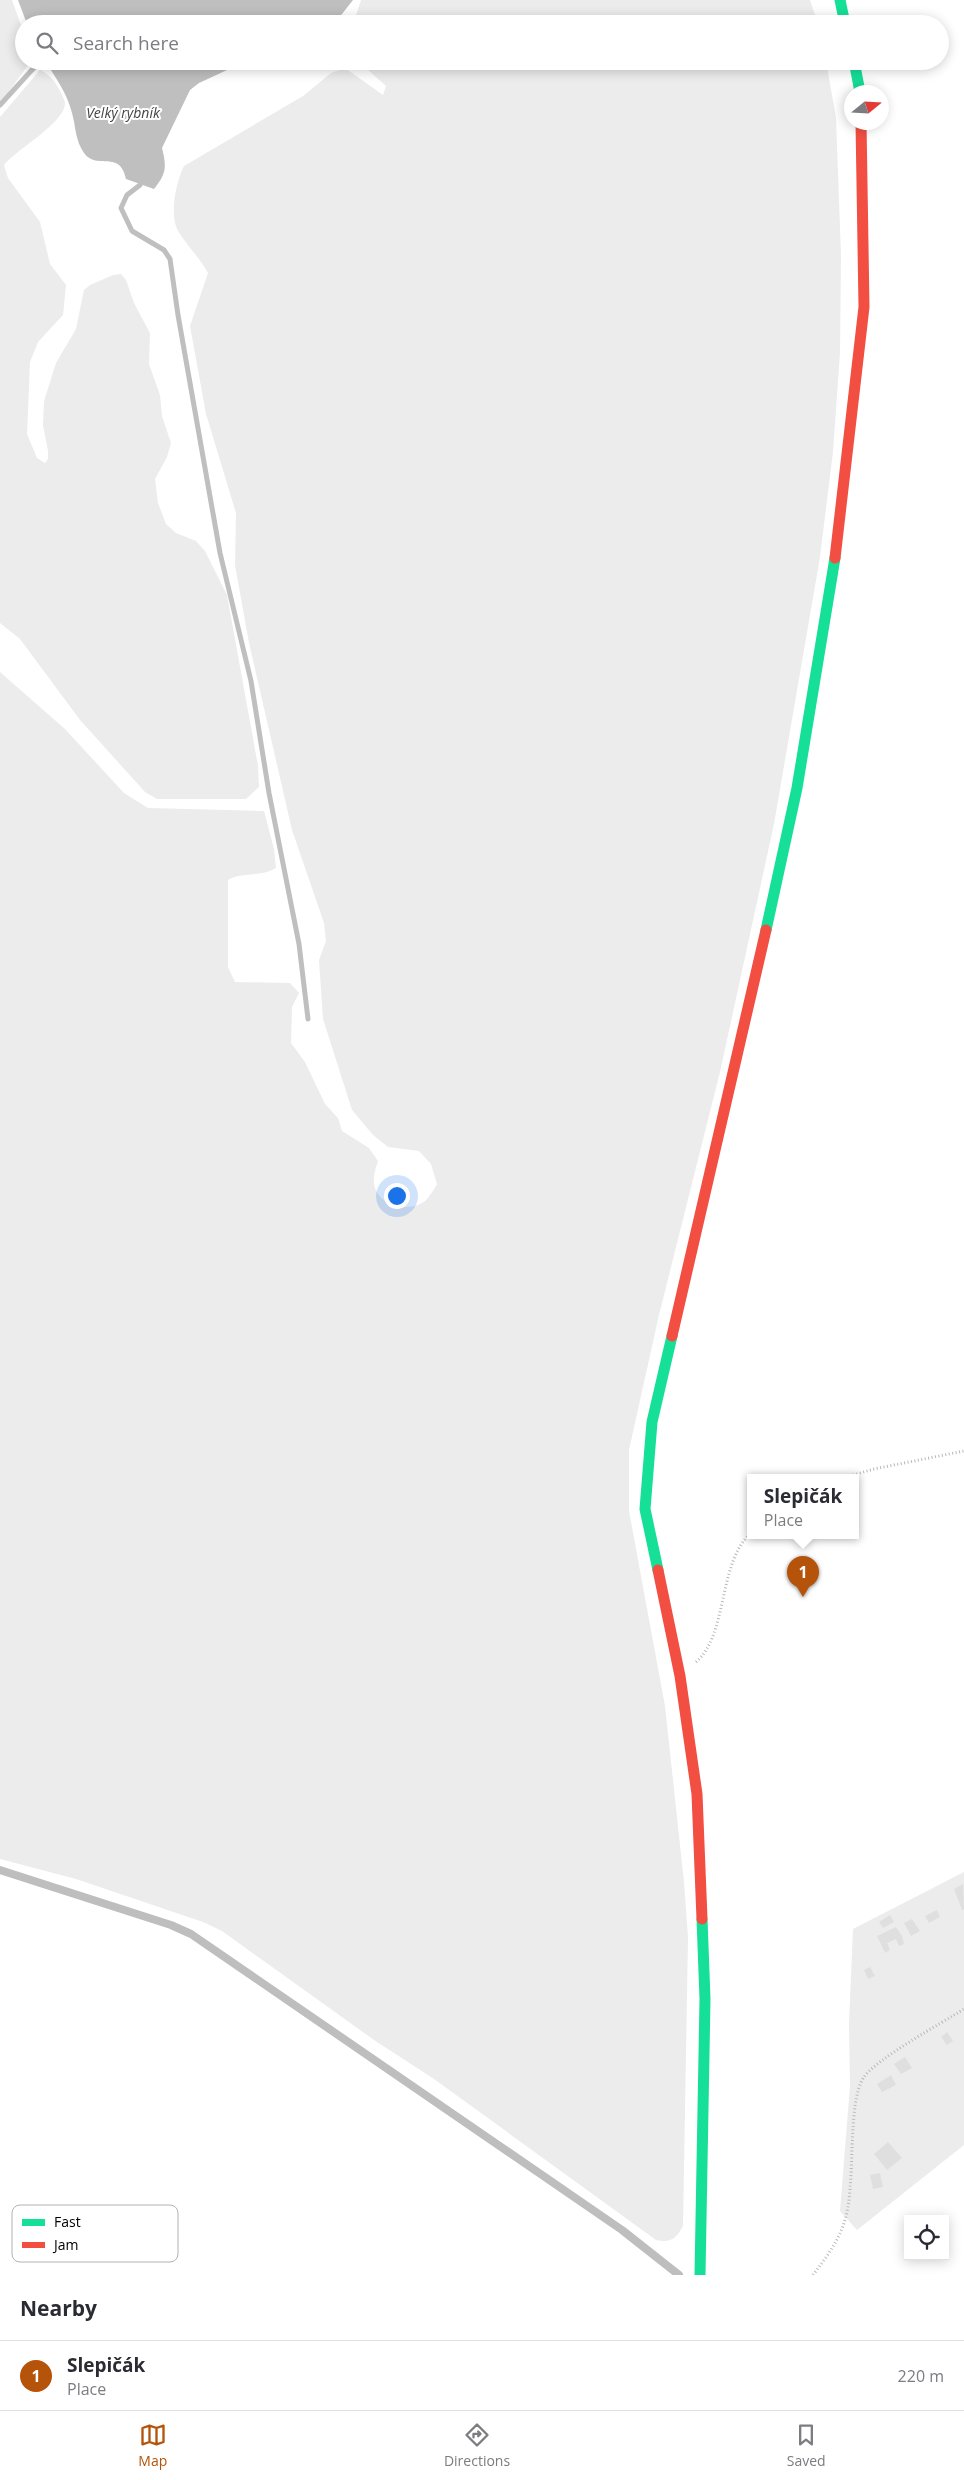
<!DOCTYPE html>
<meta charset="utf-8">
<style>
:root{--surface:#fff;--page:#f2f2f3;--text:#2b2b33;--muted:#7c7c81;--line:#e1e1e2;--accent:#b45309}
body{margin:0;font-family:"Open Sans",sans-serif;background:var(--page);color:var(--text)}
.controls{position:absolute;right:15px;bottom:15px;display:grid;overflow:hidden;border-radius:0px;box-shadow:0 2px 12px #0003}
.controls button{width:45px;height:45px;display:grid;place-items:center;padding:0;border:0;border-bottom:1px solid var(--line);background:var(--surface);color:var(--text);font:25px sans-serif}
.compass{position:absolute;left:844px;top:85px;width:45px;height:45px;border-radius:50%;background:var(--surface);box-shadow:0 2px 12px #0003;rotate:72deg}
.you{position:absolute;left:396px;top:1195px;width:18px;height:18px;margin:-12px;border:4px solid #fff;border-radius:50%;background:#1a73e8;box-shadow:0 0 0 8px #1a73e833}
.badge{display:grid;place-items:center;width:32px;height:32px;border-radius:50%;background:var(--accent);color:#fff;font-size:16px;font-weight:700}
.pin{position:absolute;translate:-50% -41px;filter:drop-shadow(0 1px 2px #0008)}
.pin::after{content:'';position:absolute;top:26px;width:18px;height:15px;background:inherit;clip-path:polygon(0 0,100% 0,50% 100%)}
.popup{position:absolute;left:747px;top:1474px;width:112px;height:65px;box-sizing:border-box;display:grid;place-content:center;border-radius:0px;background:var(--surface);filter:drop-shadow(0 1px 4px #0005);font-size:16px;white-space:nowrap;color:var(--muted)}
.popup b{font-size:19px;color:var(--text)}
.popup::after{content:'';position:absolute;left:50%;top:100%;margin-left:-10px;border:10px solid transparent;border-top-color:var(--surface)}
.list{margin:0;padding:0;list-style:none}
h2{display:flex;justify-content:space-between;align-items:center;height:65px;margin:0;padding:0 20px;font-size:21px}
h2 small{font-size:16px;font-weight:400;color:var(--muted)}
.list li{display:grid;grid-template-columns:32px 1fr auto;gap:15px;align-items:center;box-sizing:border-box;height:70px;padding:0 20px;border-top:1px solid var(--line)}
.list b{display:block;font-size:19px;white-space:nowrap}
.list p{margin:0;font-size:16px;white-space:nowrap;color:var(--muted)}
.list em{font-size:16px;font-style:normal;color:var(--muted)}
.icon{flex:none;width:28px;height:28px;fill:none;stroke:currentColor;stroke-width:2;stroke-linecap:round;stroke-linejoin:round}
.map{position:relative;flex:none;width:964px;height:2275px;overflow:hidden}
.search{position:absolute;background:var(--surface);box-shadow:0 2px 12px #0003;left:15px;right:15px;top:15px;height:55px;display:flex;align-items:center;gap:12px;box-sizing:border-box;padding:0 18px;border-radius:28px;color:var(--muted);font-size:19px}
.sheet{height:135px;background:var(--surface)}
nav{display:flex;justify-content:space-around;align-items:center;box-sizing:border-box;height:70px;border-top:1px solid var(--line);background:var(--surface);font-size:14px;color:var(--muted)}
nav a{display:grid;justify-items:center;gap:2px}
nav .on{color:var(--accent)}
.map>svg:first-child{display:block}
</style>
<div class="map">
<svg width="964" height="2275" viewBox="0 0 964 2275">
<rect width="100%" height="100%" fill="#fff"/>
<g fill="#ececec">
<path d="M0,0H12L24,34V61H31L0,104Z"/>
<path d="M361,0H810L818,24H353Z"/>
<path d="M358,61H826L836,118L841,255L840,353L833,452L820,557L774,824L720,1072L659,1315L629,1450V1511L665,1706L684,1882L688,1937L683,2226C676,2239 671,2243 656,2240L434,2079L374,2040L222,1931L203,1922L76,1879L0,1859V672L65,729L124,793L148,808L264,811L274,849L276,868C258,878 243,871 228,880V967L235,982L290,983L299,993L292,1007L291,1043L305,1062L325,1104L338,1118L342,1131L369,1148L378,1161C375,1170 372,1179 375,1188C381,1207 412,1213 426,1200C430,1196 434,1189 437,1184L431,1164L419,1151L388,1147L373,1135L352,1110L323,1019L319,960L326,941L324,923L292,830L249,643L235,565L236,513L206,414L190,326L208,273C200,258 187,246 178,231C169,215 176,182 184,166L303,96L331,73L345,68L383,95L386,86Z"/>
<path d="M40,70C49,74 54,80 59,89C61,93 64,98 65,103C66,122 17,149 4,165L8,178L40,222L50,264L66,285L63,315L38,342L30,362L27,434L37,458L45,463L48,459V451L43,425L44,401L56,363L76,329L84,290L90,285L113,275L121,274L126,280L134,303L150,333L149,364L160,395L162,416L171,443L167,457L155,479L158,503L166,524L176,533L196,541L205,551L227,595L258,766L259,787L246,799H157L145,792L80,720L20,639L0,623V117Z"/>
<path d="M964,1872V2145L857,2230L840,2211L850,2086L849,2023L853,1929Z"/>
</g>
<g fill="#bfbfbf">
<path d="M18,0H353L342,14L331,24H27Z"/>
<path d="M45,61H283L277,65L240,64L199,83L190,90L162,148C167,168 166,174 154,189L126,179C120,149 97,171 84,153C75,140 76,127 72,113C67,93 56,78 45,61Z"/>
</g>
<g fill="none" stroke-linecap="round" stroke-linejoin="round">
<g stroke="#bfbfbf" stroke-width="5">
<path d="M0,105L40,61"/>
<path d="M140,185L127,195L121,208L132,231L164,250L170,259L178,315L220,553L251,681L269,793L299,944L308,1019"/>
</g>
</g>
<g fill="#dfdfdf">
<path d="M963,1884L964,1909L962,1910L954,1889Z"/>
<path d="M937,1910L940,1917L929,1923L925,1916Z"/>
<path d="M890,1915L894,1922L883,1928L879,1922Z"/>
<path d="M912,1919L920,1931L911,1936L904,1923Z"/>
<path d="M896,1927L902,1936L904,1944L899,1946L896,1939L887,1943L890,1950L885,1953L877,1936Z"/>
<path d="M870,1967L875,1976L868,1979L864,1970Z"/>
<path d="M947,2032L953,2041L947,2045L941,2037Z"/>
<path d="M905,2057L912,2068L901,2074L894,2064Z"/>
<path d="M891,2075L896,2085L882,2092L877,2084Z"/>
<path d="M888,2142L902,2158L887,2170L874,2154Z"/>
<path d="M880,2173L883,2187L873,2189L870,2175Z"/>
</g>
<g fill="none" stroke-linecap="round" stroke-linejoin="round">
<g stroke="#b9b9b9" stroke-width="3" stroke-dasharray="1 2.5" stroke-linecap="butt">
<path d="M843,1478L874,1469L964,1451"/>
<path d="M696,1662C728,1635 718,1563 750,1534"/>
<path d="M813,2275C825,2259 838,2242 844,2223C857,2187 846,2103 864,2077C876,2059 942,2023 964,2009"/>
</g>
<path stroke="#bebebe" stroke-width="8" d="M0,1870L171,1925L191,1934L622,2230L679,2275"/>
<g stroke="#16e098" stroke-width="11">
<path d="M840,0L845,24"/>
<path d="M854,61L860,92"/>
<path d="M766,930L797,788L835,558"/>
<path d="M658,1570L645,1509L652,1422L672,1336"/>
<path d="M700,2275L705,1999L702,1919"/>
</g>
<g stroke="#f24e42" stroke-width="11">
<path d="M835,558L864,307L861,122"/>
<path d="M672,1336L766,930"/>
<path d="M658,1570L680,1676L697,1794L702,1919"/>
</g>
</g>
<g text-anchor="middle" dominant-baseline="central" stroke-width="4" stroke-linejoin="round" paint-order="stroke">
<g font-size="14" font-style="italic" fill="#444" stroke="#fff">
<text x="123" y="112">Velký rybník</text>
</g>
</g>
<rect x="12" y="2205" width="166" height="57" rx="8" fill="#fff" stroke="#b2b2b2" stroke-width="1"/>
<rect x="22" y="2219" width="23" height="7" fill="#16e098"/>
<rect x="22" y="2242" width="23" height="6" fill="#f24e42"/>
<g font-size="14" fill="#000">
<text x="54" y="2227">Fast</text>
<text x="54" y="2250">Jam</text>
</g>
</svg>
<div class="controls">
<button><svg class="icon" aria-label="locate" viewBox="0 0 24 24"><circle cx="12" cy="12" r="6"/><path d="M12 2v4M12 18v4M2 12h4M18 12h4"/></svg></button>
</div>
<svg class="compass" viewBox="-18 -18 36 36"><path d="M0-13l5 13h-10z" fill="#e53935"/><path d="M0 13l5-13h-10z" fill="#7c7c81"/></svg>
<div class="you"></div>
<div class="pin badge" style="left:803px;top:1597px">1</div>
<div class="popup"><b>Slepičák</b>Place</div>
<div class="search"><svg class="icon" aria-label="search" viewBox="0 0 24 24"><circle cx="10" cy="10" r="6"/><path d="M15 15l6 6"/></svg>Search here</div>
</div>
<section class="sheet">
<h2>Nearby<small></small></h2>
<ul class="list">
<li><span class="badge">1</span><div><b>Slepičák</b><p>Place</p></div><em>220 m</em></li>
</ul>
</section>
<nav>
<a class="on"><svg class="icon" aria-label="map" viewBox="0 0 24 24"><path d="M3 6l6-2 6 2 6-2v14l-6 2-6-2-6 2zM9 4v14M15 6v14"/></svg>Map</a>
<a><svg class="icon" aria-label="directions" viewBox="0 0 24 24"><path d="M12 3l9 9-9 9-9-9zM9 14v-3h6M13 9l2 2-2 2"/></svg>Directions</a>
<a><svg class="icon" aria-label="saved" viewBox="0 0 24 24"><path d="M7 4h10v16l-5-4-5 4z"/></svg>Saved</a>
</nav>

-=-=-

### TASK BRIEF
From the line containing "3l9 9-9 9-9-9zM9" to the final line of the data, repeat each line exactly. Include both ends.

### OUTPUT OF THE TASK
<a><svg class="icon" aria-label="directions" viewBox="0 0 24 24"><path d="M12 3l9 9-9 9-9-9zM9 14v-3h6M13 9l2 2-2 2"/></svg>Directions</a>
<a><svg class="icon" aria-label="saved" viewBox="0 0 24 24"><path d="M7 4h10v16l-5-4-5 4z"/></svg>Saved</a>
</nav>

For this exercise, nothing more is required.